MU heads to LSU at 4-11 in the SEC and clearly a bottom-three team (Ole Miss is 4-10 and play at Auburn tonight, Georgia still only has one win). Cuonzo Martin’s never lost five games in a row since taking the job. He’s lost four in a row three times. In 2019, three of the losses came against top-50 teams. In 2020, three were road games, and the fourth saw Jeremiah Tilmon sitting with an injury. On Saturday, he’ll be flirting with a mark of distinction no one wants.
True Shooting Percentage (TS%): Quite simply, this calculates a player’s shooting percentage while taking into account 2FG%, 3FG%, and FT%. The formula is Total Points / 2 * (FGA + (0.475+FTA)). The 0.475 is a Free Throw modifier. KenPomeroy and other College Basketball sites typically use 0.475, while the NBA typically uses 0.44. That’s basically what TS% is. A measure of scoring efficiency based on the number of points scored over the number of possessions in which they attempted to score, more here.
Effective Field Goal Percentage (eFG%): This is similar to TS%, but takes 3-point shooting more into account. The formula is FGM + (0.5 * 3PM) / FGA
So think of TS% as scoring efficiency, and eFG% as shooting efficiency, more here.
Expected Offensive Rebounds: Measured based upon the average rebounds a college basketball team gets on both the defensive and offensive end. This takes the overall number of missed shots (or shots available to be rebounded) and divides them by the number of offensive rebounds and compares them with the statistical average.
AdjGS: A take-off of the Game Score metric (definition here) accepted by a lot of basketball stat nerds. It takes points, assists, rebounds (offensive & defensive), steals, blocks, turnovers and fouls into account to determine an individual’s “score” for a given game. The “adjustment” in Adjusted Game Score is simply matching the total game scores to the total points scored in the game, thereby redistributing the game’s points scored to those who had the biggest impact on the game itself, instead of just how many balls a player put through a basket.
Offensive Rating (ORtg): Similar to Adjusted game score, but this looks at how many points per possession a player would score if they were averaged over 100 possessions.
Usage%: This “estimates the % of team possessions a player consumes while on the floor” (via sports-reference.com/cbb). The usage of those possessions is determined via a formula using field goal and free throw attempts, offensive rebounds, assists and turnovers. The higher the number, the more prevalent a player is (good or bad) in a team’s offensive outcome.

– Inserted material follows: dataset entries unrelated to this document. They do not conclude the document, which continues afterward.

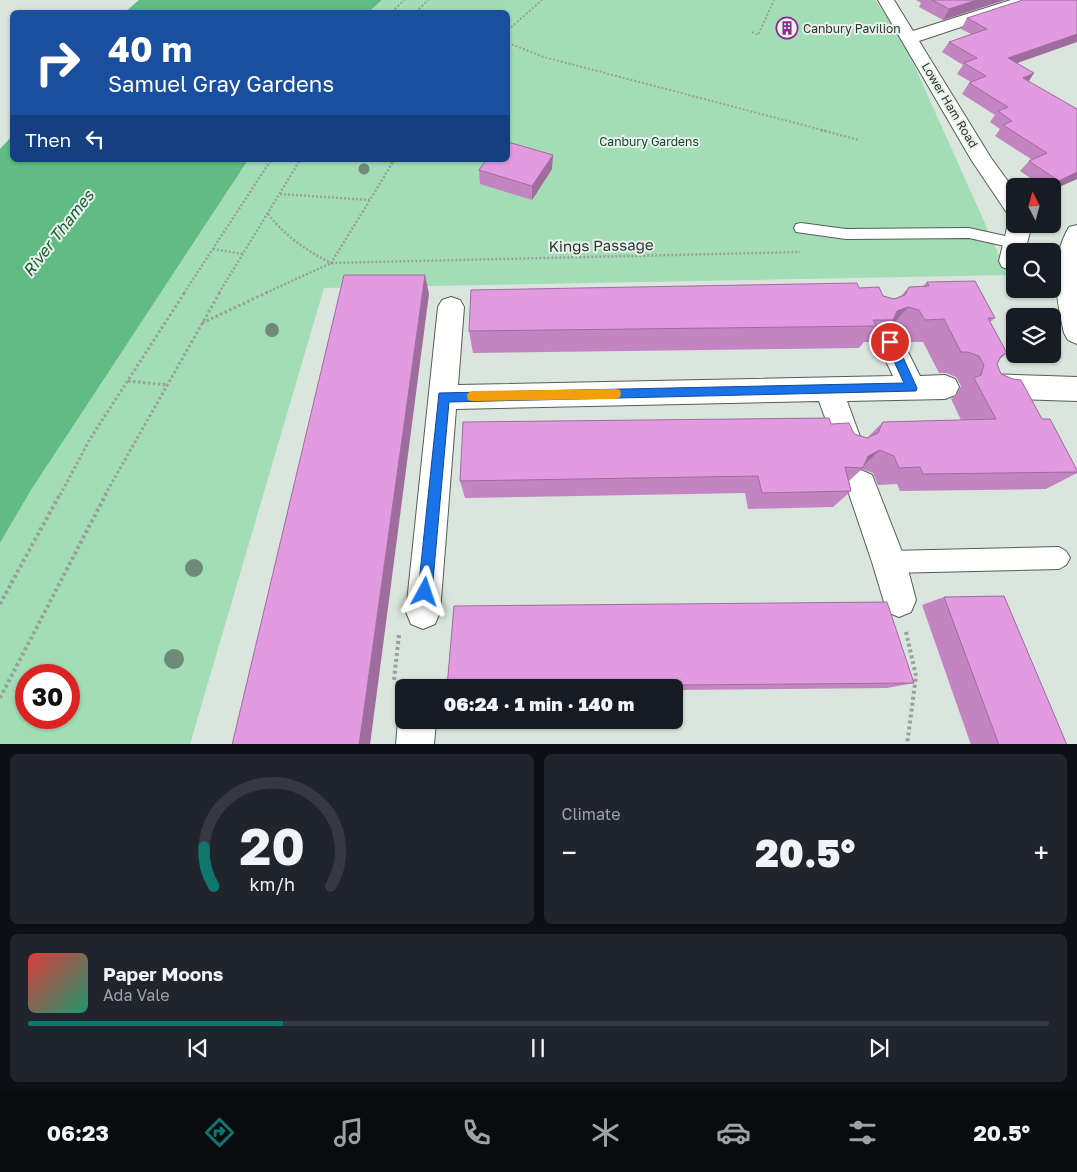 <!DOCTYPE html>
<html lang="en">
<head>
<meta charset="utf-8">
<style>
	:root { --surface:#171b24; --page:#20242c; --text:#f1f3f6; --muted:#9ea1a6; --line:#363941; --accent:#0f766e }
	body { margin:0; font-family:"Golos Text",sans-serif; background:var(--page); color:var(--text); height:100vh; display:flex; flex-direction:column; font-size:19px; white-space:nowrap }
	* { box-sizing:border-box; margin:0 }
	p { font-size:16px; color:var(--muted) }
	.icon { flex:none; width:28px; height:28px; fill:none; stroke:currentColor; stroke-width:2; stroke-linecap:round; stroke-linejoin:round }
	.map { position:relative; height:744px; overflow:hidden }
	.drawer { display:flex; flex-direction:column; gap:10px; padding:10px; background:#0d0f14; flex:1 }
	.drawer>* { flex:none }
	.top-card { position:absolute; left:10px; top:10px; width:500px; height:152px; border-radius:8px; box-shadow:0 1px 4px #0004; background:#1a4fa0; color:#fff; overflow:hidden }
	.needle { width:32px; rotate:354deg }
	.buttons { position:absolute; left:1006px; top:178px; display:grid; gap:10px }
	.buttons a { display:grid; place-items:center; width:55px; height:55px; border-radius:8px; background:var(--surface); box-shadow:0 1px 4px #0004; font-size:25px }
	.speed { position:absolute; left:15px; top:664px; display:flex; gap:10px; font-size:25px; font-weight:700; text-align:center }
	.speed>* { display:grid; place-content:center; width:65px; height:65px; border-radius:50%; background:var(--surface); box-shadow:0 1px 4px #0004; line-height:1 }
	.speed .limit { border:8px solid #d22; background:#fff; color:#111 }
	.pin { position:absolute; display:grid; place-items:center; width:42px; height:42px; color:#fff; margin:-21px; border:2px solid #fff; border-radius:50%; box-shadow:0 1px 5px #0007 }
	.me { position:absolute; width:55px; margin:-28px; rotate:5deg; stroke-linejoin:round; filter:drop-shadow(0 0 4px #0008) }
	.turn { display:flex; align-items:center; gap:18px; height:105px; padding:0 15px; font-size:22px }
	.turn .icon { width:65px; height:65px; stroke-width:2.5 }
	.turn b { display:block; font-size:35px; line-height:42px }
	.then { display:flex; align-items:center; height:48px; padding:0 15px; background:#0003; gap:10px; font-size:19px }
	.big { font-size:38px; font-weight:800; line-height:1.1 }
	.drawer .widget { flex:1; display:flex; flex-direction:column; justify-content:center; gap:8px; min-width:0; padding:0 18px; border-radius:8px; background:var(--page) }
	.drawer .dial { align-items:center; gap:0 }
	.dial svg { height:130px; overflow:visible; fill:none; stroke:var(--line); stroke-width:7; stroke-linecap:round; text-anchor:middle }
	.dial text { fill:var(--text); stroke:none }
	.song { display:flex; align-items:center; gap:15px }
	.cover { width:60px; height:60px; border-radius:8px; background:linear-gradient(135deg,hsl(0 70% 55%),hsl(160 70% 35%)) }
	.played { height:5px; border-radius:2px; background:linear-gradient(90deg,var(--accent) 25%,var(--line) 25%) }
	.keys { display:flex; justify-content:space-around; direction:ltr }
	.heat { display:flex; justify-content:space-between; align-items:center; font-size:28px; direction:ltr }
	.drawer .tiles { flex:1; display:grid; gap:10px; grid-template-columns:1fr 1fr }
	.widget:last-child { grid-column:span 2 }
	.trip { position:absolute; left:395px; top:679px; width:288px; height:50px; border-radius:8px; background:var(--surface); box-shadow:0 1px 4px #0004; font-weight:800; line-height:50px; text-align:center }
	.menu { display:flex; height:80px; justify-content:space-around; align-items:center; background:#090b0e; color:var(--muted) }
	.menu .icon { width:35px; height:35px }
	.menu .selected { color:var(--accent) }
	.menu b { font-size:22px; color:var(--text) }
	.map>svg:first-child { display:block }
	.green { fill:#a3ddb6; fill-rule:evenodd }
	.water { fill:#60bc83 }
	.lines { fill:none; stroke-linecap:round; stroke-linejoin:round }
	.lane-casing { stroke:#545e57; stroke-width:2 }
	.street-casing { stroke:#545e57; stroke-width:2 }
	.path-far3 { stroke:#98a09a; stroke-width:2; stroke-dasharray:2 2; stroke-linecap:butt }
	.path-far2 { stroke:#98a09a; stroke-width:2.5; stroke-dasharray:2 2; stroke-linecap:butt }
	.path-far1 { stroke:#98a09a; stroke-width:3; stroke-dasharray:2.5 2.5; stroke-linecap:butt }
	.path { stroke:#98a09a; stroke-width:4; stroke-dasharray:3 3; stroke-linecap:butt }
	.lane { fill:#fff; fill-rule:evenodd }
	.street { fill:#fff; fill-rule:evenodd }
	.tree { fill:#6f8a79 }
	.wall { fill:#c285c1 }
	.shaded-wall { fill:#9e6c9d }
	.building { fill:#e29be0; stroke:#9e6c9d }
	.route { fill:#1a73e8; stroke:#114b97 }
	.slow { fill:#f59e0b }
	.labels { text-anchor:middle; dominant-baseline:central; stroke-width:4; stroke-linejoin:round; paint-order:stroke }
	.far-poi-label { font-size:12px; fill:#303431; stroke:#e7f2ea; text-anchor:start }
	.far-street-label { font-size:12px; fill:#303431; stroke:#e7f2ea }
	.far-park-label { font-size:12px; fill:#183f28; stroke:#e7f2ea }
	.street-label { font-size:15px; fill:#303431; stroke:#e7f2ea }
	.water-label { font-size:16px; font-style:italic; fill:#185b36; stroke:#e7f2ea }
</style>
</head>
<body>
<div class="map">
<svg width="1077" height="745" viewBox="0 0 1077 745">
	<rect width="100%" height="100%" fill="#dae5dd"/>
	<path class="green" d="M382,0H875L902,38L1008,275L324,288L190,744L0,745V543L31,490L248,160H508V12H370ZM26,675H69V718H26Z"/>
	<g class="water">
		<polygon points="139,0 382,0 369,12 125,12"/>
		<polygon points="12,136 12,160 248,160 31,490 0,543 0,149"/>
	</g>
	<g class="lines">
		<g class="lane-casing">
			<g id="lane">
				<polygon points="801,223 846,229 969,228 1014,238 1019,239 1022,243 1019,247 1014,248 969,238 846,239 796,232 794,228 796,224"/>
				<polygon points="1059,547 1066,551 1070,558 1066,565 1059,569 889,573 882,569 878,562 882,555 889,551"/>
			</g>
		</g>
		<g class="street-casing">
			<g id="street">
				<polygon points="878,0 894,0 913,31 1011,0 1035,0 1033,3 919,41 991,158 1015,191 1015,216 1007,213 972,161"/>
				<polygon points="1015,217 1015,224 1032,224 1025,251 1015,251 1015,269 1011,270 1002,267 999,261 1008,224 1012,218"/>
				<path d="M1077,225V344L1068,340L1064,333C1056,297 1049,261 1069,227Z"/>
				<polygon points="451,297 460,300 464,307 458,385 893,376 877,342 881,334 890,331 899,334 920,376 945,375 955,379 959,387 955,395 945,399 847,401 862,442 857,451 847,455 837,451 819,401 456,409 440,612 435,624 423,629 411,624 406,612 438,307 442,300"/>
				<polygon points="988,374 1077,377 1077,401 988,398 978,394 974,386 978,378"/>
				<polygon points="861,470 872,475 876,485 906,562 916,600 911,612 899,617 887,612 872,562 846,485 850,475"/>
				<polygon points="404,706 404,720 436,720 434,745 396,745 398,720"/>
			</g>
		</g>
		<g class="path-far3">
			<polyline points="392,12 404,0"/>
			<polyline points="416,12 428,0"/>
			<polyline points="508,30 542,0"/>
			<polyline points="752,32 758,35 774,0"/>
			<polyline points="508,43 544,57 826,131"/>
		</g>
		<g class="path-far2">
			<polyline points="821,130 859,140"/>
			<polyline points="280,194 370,200 394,160"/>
			<path d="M268,214C285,236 307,251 331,263L370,200"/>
			<polyline points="213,249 243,254"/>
			<polyline points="184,293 271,160"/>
			<polyline points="219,293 300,160"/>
			<polyline points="266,293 331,263 800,252"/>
		</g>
		<g class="path-far1">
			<polyline points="202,323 268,292"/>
			<polyline points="128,381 167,385"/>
			<polyline points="60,495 90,439 185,292"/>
			<polyline points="105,495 220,292"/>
		</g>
		<g class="path">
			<polyline points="0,604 60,494"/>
			<polyline points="906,632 916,676 907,745"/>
			<polyline points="399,635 394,680 405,688"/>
			<polyline points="0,698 106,494"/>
		</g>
		<use href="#lane" class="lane"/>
		<use href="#street" class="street"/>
	</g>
	<g class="tree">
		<circle cx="364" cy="169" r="5.5"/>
		<circle cx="272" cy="330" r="7"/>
		<circle cx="194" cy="568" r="9"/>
		<circle cx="174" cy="659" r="10"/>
	</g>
	<g class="wall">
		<polygon points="916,0 1005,0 943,20 919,7 921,3"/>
		<polygon points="1023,0 1017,63 1028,81 1077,179 1052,190 1052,186 1042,186 1020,171 1029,161 1031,159 995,136 1000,129 990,122 995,115 962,94 969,83 971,82 957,74 963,65 942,52 949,42 971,34 961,29 967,18"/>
		<polygon points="552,169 532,200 480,184 479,170"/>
		<polygon points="927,282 995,318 990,322 1007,353 999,360 997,364 1001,374 1042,419 1077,470 1077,473 1046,489 900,491 897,484 878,485 873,473 862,469 849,481 851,491 833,507 748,509 745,493 465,498 460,481 831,424 854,434 867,438 883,422 961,420 951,399 958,392 961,386 956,377 946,373 939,373 923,342 905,342 900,332 889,329 884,331 875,342 864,342 859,348 473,353 469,331 859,288 894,299 901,296 909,287 923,286"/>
		<polygon points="944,597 1067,745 971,745 922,605"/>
		<polygon points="914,683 887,688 674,690 674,688 448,688 447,687"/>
	</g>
	<g class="shaded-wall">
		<polygon points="977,0 1005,0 943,20 949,9"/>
		<polygon points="1077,34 1077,42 1000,69 1008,58"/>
		<polygon points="1034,73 1027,84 1023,78"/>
		<polygon points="553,155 552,169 532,200 532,186"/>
		<polygon points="1077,172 1077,179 1052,190 1052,188 1059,181"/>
		<polygon points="425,275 429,294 370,745 359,745"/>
		<polygon points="908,307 889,329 884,331 893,320 897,311"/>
		<polygon points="880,450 861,468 868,456"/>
	</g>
	<g class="building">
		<polygon points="932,0 977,0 949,9"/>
		<polygon points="1023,0 1077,0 1077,34 1008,58 1034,73 1023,78 1077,109 1077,172 1059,181 1029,161 1047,153 1003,125 1012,121 998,111 1008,107 969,83 986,76 964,63 977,58 949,42 987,29 967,18"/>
		<polygon points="508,142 553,155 532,186 479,170 486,160 508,160"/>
		<polygon points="344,275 425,275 359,745 232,745"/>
		<polygon points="975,281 995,318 988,318 1007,353 1001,356 997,364 1001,374 1013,379 1021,380 1042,419 1050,419 1077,470 1077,472 923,474 920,467 899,468 894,456 880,450 868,456 863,468 845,467 851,491 762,493 758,476 460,481 463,422 829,418 831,424 849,423 854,434 867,438 878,433 883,422 996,419 974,378 981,375 984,365 979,356 968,352 961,352 944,319 925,320 919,310 908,307 897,311 893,320 873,320 876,326 469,331 471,290 857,283 859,288 879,287 883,296 894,299 905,295 909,287 929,286 927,282"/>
		<polygon points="1004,596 1067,745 999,745 944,597"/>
		<polygon points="887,602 914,683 447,687 454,606"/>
	</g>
	<polygon class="route" points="890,337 896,342 917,388 916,391 449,402 432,592 430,597 425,599 420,597 418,592 439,393 904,383 885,342"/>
	<polygon class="slow" points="615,389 620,390 621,394 620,397 615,399 472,401 468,400 467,396 468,393 472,391"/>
	<defs>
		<g id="building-ring" transform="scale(1.125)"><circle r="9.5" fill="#e7f2ea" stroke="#8e298f" stroke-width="1.5"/><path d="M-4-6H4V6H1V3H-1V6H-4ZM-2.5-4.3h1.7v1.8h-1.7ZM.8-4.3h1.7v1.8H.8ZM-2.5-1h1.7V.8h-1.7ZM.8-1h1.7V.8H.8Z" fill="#8e298f"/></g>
	</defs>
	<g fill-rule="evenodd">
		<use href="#building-ring" x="787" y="28"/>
	</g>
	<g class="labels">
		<g class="far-poi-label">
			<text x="803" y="28">Canbury Pavilion</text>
		</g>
		<g class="far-street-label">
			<text transform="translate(950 105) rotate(59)">Lower Ham Road</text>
		</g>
		<g class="far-park-label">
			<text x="649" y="141">Canbury Gardens</text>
		</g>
		<g class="street-label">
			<text transform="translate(601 245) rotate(-1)">Kings Passage</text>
		</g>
		<g class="water-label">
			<text transform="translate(58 233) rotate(-52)">River Thames</text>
		</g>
	</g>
</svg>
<div class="buttons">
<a><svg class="needle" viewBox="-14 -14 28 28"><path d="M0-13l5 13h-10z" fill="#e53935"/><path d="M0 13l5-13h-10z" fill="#9ea1a6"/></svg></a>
<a><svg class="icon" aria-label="search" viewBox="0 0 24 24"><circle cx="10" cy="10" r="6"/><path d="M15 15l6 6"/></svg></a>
<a><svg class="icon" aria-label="layers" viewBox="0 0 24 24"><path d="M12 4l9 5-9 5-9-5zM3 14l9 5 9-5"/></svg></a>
</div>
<div class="speed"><div class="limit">30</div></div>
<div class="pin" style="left:890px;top:342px;background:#d93025"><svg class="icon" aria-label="arrive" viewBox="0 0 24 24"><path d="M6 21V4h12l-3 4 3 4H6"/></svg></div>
<svg class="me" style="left:425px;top:592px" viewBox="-20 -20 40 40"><path d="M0-17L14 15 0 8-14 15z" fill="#1a73e8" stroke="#fff" stroke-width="4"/></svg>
<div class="trip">06:24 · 1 min · 140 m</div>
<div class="top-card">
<div class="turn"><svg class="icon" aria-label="right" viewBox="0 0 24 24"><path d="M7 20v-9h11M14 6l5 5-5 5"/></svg><div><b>40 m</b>Samuel Gray Gardens</div></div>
<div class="then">Then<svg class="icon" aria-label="left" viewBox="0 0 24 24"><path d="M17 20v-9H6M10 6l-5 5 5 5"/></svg></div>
</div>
</div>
<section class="drawer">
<div class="tiles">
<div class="widget dial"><svg viewBox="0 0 100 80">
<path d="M14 69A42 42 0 1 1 86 69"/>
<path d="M14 69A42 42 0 0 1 8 45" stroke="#0f766e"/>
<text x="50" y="56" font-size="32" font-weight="700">20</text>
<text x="50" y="72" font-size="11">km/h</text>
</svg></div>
<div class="widget"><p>Climate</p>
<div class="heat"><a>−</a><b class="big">20.5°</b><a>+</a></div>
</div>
<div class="widget">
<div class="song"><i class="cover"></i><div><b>Paper Moons</b><p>Ada Vale</p></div></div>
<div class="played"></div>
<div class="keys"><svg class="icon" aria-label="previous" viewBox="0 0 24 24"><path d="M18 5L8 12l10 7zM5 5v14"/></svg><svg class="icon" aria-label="pause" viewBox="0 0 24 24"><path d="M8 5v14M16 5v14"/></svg><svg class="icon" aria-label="next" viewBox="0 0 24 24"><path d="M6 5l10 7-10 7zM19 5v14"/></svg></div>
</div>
</div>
</section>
<nav class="menu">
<b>06:23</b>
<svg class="icon selected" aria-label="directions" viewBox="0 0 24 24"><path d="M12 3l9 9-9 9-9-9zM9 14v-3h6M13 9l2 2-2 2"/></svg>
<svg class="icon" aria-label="music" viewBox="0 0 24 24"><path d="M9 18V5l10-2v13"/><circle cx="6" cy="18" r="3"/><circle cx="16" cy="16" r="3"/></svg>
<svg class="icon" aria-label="phone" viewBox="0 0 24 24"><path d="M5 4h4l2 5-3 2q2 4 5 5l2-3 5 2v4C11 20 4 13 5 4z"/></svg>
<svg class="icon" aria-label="climate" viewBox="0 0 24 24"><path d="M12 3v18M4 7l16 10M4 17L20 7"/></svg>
<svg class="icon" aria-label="car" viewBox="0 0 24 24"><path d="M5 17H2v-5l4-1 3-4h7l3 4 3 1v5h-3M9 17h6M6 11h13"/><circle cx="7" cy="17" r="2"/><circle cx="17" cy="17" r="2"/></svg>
<svg class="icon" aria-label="filters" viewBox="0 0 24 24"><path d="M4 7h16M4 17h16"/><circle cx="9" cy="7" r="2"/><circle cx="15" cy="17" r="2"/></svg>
<b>20.5°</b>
</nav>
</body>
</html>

Floor%: Via sports-reference.com/cbb: Floor % answers the question, “When a Player uses a possession, what is the probability that his team scores at least 1 point?”. The higher the Floor%, the more frequently the team probably scores when the given player is involved.
Touches/Possession: Using field goal attempts, free throw attempts, assists and turnovers, touches attempt to estimate, “the number of times a player touched the ball in an attacking position on the floor.” Take the estimated touches and divide it by the estimated number of possessions for which a player was on the court, and you get a rough idea of how many times a player touched the ball in a given possession. For point guards, you’ll see the number in the 3-4 range. For shooting guards and wings, 2-3. For an offensively limited center, 1.30. You get the idea.
Anyway, using the Touches figure, we can estimate the percentage of time a player “in an attacking position” passes, shoots, turns the ball over, or gets fouled.